WHAT IS BEING ASKED → Quote the lines from the line holding "for (const [x, y, r, color]" to the very end of the listing, exactly, and no others.

AVAILABLE RECORDS →
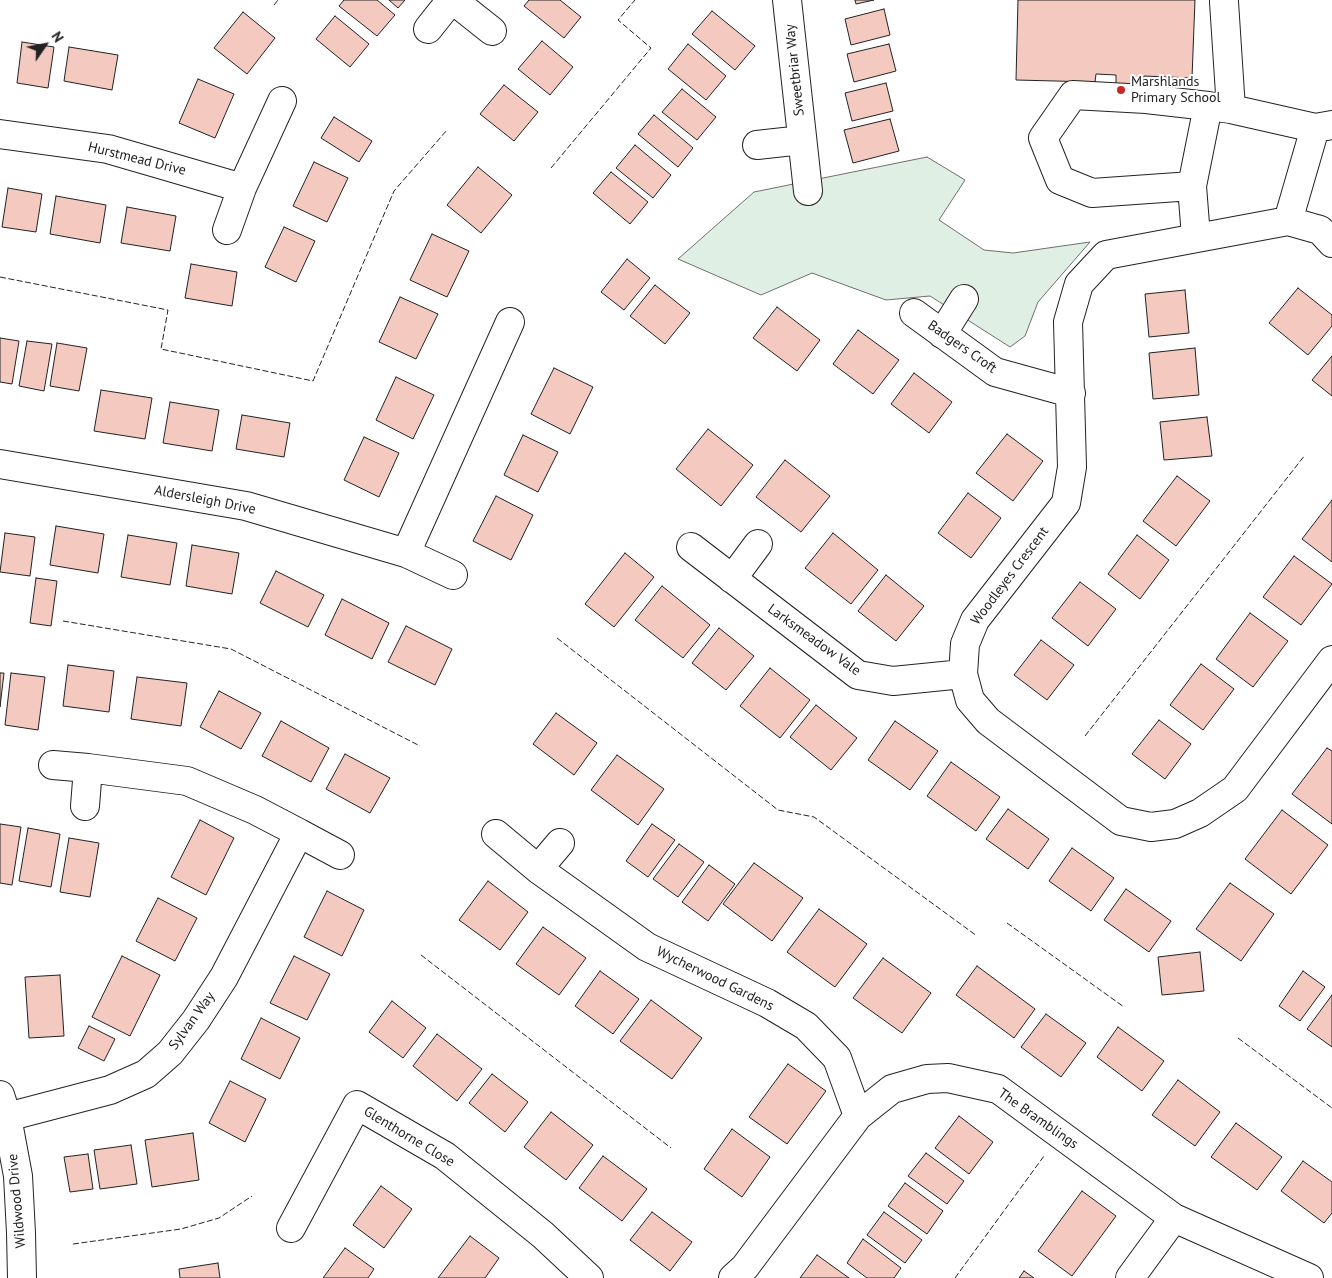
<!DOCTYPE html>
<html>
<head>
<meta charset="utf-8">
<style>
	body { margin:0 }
	#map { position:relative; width:1332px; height:1278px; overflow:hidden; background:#fff; font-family:"PT Sans",sans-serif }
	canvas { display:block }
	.north { position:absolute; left:20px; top:20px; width:50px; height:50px; -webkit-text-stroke:4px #fff; paint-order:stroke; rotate:57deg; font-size:14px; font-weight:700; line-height:20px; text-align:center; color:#222 }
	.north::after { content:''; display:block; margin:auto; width:18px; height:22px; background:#222; clip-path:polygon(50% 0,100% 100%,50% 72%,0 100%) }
</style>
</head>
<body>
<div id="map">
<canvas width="1332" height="1278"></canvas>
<div class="north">N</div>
</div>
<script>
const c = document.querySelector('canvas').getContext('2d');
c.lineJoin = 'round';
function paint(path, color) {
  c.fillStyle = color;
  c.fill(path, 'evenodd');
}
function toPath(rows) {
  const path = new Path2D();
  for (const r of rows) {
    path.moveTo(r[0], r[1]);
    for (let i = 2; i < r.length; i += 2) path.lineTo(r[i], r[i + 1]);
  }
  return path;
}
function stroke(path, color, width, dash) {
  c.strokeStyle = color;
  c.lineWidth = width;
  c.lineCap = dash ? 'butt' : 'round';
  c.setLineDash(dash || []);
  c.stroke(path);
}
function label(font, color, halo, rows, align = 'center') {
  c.font = font + ' "PT Sans",sans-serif';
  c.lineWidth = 4;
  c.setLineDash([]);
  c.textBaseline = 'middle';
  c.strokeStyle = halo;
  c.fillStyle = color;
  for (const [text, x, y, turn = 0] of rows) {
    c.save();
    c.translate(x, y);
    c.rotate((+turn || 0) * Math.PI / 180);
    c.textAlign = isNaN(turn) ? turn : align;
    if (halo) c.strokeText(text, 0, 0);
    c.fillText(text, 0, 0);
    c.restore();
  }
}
const green = toPath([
	[927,157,965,180,939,220,984,250,1013,253,1090,242,1038,302,1025,336,1010,347,930,296,886,300,812,273,761,295,678,259,754,192,927,157]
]);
const building = toPath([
	[344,0,377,0,395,15,377,36,339,6,344,0],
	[389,0,405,0,398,8,389,0],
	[529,0,560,0,581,17,564,38,524,6,529,0],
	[855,0,874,0,856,4,855,0],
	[1018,0,1195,0,1192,78,1144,76,1143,88,1116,88,1116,75,1096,74,1095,82,1016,80,1018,0],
	[884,9,890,35,851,45,845,19,884,9],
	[712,11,755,46,735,70,692,34,712,11],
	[243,12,275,38,247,74,214,48,243,12],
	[335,16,369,44,350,67,316,39,335,16],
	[542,41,573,67,550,95,518,69,542,41],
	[22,42,54,47,48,88,17,83,22,42],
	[688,44,726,76,706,100,668,69,688,44],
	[889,44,896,71,854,82,847,54,889,44],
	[69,47,118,55,112,90,64,81,69,47],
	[198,79,234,94,215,138,179,123,198,79],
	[886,83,893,111,852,121,845,93,886,83],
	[504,85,538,112,514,141,480,114,504,85],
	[682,89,716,117,697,140,662,112,682,89],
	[654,115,693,148,678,167,638,134,654,115],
	[334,117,372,141,359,162,321,138,334,117],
	[890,119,899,151,853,163,844,130,890,119],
	[635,145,671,175,653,198,616,168,635,145],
	[314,162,348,178,327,222,293,206,314,162],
	[478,167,512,195,481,233,447,205,478,167],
	[611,172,648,202,630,224,593,193,611,172],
	[8,188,42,194,36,232,2,227,8,188],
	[56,196,106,205,100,243,50,234,56,196],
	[127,207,176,216,170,251,121,243,127,207],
	[284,227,315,241,296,282,265,267,284,227],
	[432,234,469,251,447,297,410,280,432,234],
	[627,259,650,278,624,310,601,292,627,259],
	[191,264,237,272,232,306,185,298,191,264],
	[655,285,690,313,665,344,630,316,655,285],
	[1298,288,1332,315,1332,326,1308,355,1269,323,1298,288],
	[1185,290,1189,333,1149,337,1145,294,1185,290],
	[400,297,438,314,416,359,379,342,400,297],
	[777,307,820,340,797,371,753,338,777,307],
	[858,330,899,360,873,394,833,364,858,330],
	[0,338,19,341,12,384,0,382,0,338],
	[27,341,52,344,44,391,19,386,27,341],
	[57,343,87,348,79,391,50,386,57,343],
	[1195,348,1199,395,1153,399,1149,353,1195,348],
	[1332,356,1332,396,1312,380,1332,356],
	[554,368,593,387,570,434,531,414,554,368],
	[914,373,952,402,929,433,891,404,914,373],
	[396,377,434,395,413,439,376,420,396,377],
	[101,390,152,398,145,439,94,431,101,390],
	[170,402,219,410,212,451,163,443,170,402],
	[242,415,290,423,284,457,236,449,242,415],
	[1207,417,1212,456,1164,460,1160,422,1207,417],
	[708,429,753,465,721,506,676,469,708,429],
	[1007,434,1043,461,1013,501,976,473,1007,434],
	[523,435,558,452,538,492,504,475,523,435],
	[364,437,399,453,379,497,344,480,364,437],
	[785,460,830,496,801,532,756,497,785,460],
	[1177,476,1210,501,1176,546,1143,521,1177,476],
	[968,493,1001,518,971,558,938,533,968,493],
	[496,496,533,515,511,560,473,541,496,496],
	[1332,500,1332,562,1302,539,1332,500],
	[56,526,104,534,98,573,50,565,56,526],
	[5,533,35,537,30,576,0,572,5,533],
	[833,533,878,570,851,604,805,568,833,533],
	[128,535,177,543,170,585,121,577,128,535],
	[1137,535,1169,560,1140,599,1108,574,1137,535],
	[192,545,239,553,232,594,186,586,192,545],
	[625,553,654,577,614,627,585,604,625,553],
	[1294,556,1332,584,1301,625,1263,597,1294,556],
	[276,571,324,595,308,627,260,603,276,571],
	[886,575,924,606,896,641,858,611,886,575],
	[36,578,57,581,51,626,30,623,36,578],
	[1080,582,1116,609,1088,646,1052,618,1080,582],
	[662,586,710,625,683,658,635,620,662,586],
	[342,599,389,623,372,659,325,635,342,599],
	[1250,613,1288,641,1253,687,1216,659,1250,613],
	[406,626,452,649,435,685,388,662,406,626],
	[719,628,754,656,726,690,692,663,719,628],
	[1041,640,1074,665,1047,700,1014,675,1041,640],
	[1201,664,1234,689,1203,730,1170,705,1201,664],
	[68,665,114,671,109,712,63,706,68,665],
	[770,668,810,700,780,738,740,706,770,668],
	[0,673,4,673,0,707,0,673],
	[11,673,45,677,38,730,5,725,11,673],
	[137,677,187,683,181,726,131,719,137,677],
	[219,691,261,713,241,749,200,727,219,691],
	[816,705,857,738,831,770,790,737,816,705],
	[556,713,597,743,574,775,533,744,556,713],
	[1159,720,1191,744,1165,779,1132,754,1159,720],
	[281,721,329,748,311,782,262,756,281,721],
	[895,721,938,751,910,790,868,760,895,721],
	[1327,748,1332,751,1332,824,1292,794,1327,748],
	[345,754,390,778,370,813,326,789,345,754],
	[617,755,664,789,638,825,591,790,617,755],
	[951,762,1000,797,976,831,927,796,951,762],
	[1008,809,1049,839,1028,869,986,839,1008,809],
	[1282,810,1328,845,1291,894,1245,859,1282,810],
	[200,820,234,838,206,895,171,877,200,820],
	[0,824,21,827,12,885,0,883,0,824],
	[652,824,675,840,648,877,626,861,652,824],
	[28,828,60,834,51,887,19,881,28,828],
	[69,838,99,843,90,897,60,892,69,838],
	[679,844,704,862,678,897,653,879,679,844],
	[1072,848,1114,878,1091,911,1049,881,1072,848],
	[754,863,803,898,772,941,723,904,754,863],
	[709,865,735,884,708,921,682,902,709,865],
	[488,881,528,912,500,950,459,920,488,881],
	[1230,883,1274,914,1241,961,1196,929,1230,883],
	[1126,889,1171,921,1149,952,1104,920,1126,889],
	[327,891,364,910,342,956,304,937,327,891],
	[158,898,197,918,175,961,136,941,158,898],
	[819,909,867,944,835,987,787,952,819,909],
	[543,927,586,958,559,995,516,964,543,927],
	[1200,952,1204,991,1162,995,1158,957,1200,952],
	[122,956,160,975,130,1036,92,1017,122,956],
	[294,956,330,974,307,1020,270,1003,294,956],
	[883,958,931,993,902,1033,853,998,883,958],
	[977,966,1035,1009,1014,1038,956,995,977,966],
	[600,971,639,999,613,1034,575,1006,600,971],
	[1303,971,1325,987,1300,1021,1279,1006,1303,971],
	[60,975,64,1036,29,1038,25,977,60,975],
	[1332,995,1332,1047,1307,1029,1332,995],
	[651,1000,702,1038,672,1079,620,1041,651,1000],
	[392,1001,426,1028,403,1058,369,1032,392,1001],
	[1046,1014,1086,1043,1061,1077,1021,1047,1046,1014],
	[261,1018,300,1038,280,1079,241,1059,261,1018],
	[89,1026,115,1039,104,1061,78,1048,89,1026],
	[1118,1027,1164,1061,1142,1091,1097,1057,1118,1027],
	[437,1034,482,1069,457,1101,413,1066,437,1034],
	[788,1064,826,1091,787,1144,749,1117,788,1064],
	[492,1074,528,1102,505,1132,469,1103,492,1074],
	[1178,1080,1220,1112,1195,1146,1152,1115,1178,1080],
	[230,1081,266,1099,245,1142,209,1123,230,1081],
	[551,1112,593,1145,566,1180,524,1147,551,1112],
	[959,1116,993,1142,969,1174,935,1148,959,1116],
	[1236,1123,1282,1157,1257,1190,1211,1157,1236,1123],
	[732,1129,770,1157,742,1197,704,1169,732,1129],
	[193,1133,199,1180,152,1187,145,1140,193,1133],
	[131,1145,137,1184,100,1189,94,1150,131,1145],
	[926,1153,964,1181,947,1204,908,1176,926,1153],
	[88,1154,93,1189,70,1192,64,1157,88,1154],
	[603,1156,647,1189,622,1221,579,1188,603,1156],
	[1303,1161,1332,1182,1332,1213,1324,1223,1281,1191,1303,1161],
	[905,1183,943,1211,927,1234,888,1206,905,1183],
	[381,1186,412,1209,384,1248,353,1225,381,1186],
	[1082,1191,1116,1216,1072,1276,1038,1251,1082,1191],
	[652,1212,692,1242,670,1271,630,1240,652,1212],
	[884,1212,922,1240,905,1263,867,1235,884,1212],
	[470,1236,499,1258,485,1278,438,1278,470,1236],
	[863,1239,901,1268,894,1278,867,1278,847,1263,863,1239],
	[345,1248,374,1269,368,1278,323,1278,345,1248],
	[817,1255,849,1278,800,1278,817,1255],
	[218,1263,220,1278,180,1278,179,1269,218,1263],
	[1024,1271,1034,1278,1019,1278,1024,1271]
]);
const minor = toPath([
	[453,0,492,31],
	[787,0,808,191],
	[1224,2,1231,109],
	[428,29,451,0],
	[1208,106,1231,109,1315,128,1332,125],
	[0,134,108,149,242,188,282,101],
	[757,145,802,140],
	[1192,186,1092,193,1060,180,1043,138,1073,95,1146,99,1208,106,1192,186,1196,237],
	[1288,221,1315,128],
	[227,230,242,188],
	[1332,243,1320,230,1288,221,1106,255,1079,284,1068,322,1072,467,1066,503,975,620,965,644,963,674,970,700,988,721,1121,821,1151,827,1175,824,1200,813,1235,789,1332,660],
	[914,313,995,372,1071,393],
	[942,334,964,299],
	[0,464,246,506,406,553,453,575],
	[691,547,858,675,893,681,963,674],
	[406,553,510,322],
	[732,579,758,544],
	[85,806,88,768],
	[299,833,340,855],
	[496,834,538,869,647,947,767,1003,806,1026,837,1058,858,1116],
	[538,869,560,843],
	[0,1095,7,1117,18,1176,21,1233,22,1278],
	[7,1117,110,1090,146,1074,170,1053,196,1020,224,977,299,833,255,810,187,781,88,768,53,765],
	[291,1228,357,1105,445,1156,543,1235,589,1278],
	[733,1278,745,1267,858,1116,892,1089,927,1079,948,1078,998,1089,1174,1218,1309,1278],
	[1130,1278,1174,1218]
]);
const fence = toPath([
	[274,5,278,0],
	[551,168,651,48,618,20,635,0],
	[0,277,168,310,161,349,313,381,394,191,447,130],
	[63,621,231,649,420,746],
	[557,638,778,810,814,817,977,936],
	[1085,736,1305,455],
	[1007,923,1124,1007],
	[421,955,671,1148],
	[1238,1038,1332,1108],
	[73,1244,181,1229,219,1218,252,1196],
	[955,1278,1044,1156]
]);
const markers = [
	[1121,90,5,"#c62828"]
];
const streetNames = [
	["Sweetbriar Way",795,70,-96],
	["Hurstmead Drive",137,159,14],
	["Badgers Croft",962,347,35],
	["Aldersleigh Drive",205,500,11],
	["Woodleyes Crescent",1010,576,-53],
	["Larksmeadow Vale",814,640,36],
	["Wycherwood Gardens",715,979,26],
	["Sylvan Way",192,1021,-54],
	["The Bramblings",1038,1119,35],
	["Glenthorne Close",409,1137,31],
	["Wildwood Drive",17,1201,-95]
];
const poiNames = [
	["Marshlands",1131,82],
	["Primary School",1131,98]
];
paint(green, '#e0efe3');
stroke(green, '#6f6f6f', 1);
paint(building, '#f3c9c0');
stroke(building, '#222', 1);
stroke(minor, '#222', 30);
stroke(minor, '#fff', 28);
stroke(fence, '#222', 1, [6, 2.5]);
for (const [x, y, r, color] of markers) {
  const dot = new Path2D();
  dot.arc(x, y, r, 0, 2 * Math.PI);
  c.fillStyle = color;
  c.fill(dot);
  stroke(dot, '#fff', 2);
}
label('14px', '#222', '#fff', streetNames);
label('14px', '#222', '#fff', poiNames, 'left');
</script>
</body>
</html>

RESULT →
for (const [x, y, r, color] of markers) {
  const dot = new Path2D();
  dot.arc(x, y, r, 0, 2 * Math.PI);
  c.fillStyle = color;
  c.fill(dot);
  stroke(dot, '#fff', 2);
}
label('14px', '#222', '#fff', streetNames);
label('14px', '#222', '#fff', poiNames, 'left');
</script>
</body>
</html>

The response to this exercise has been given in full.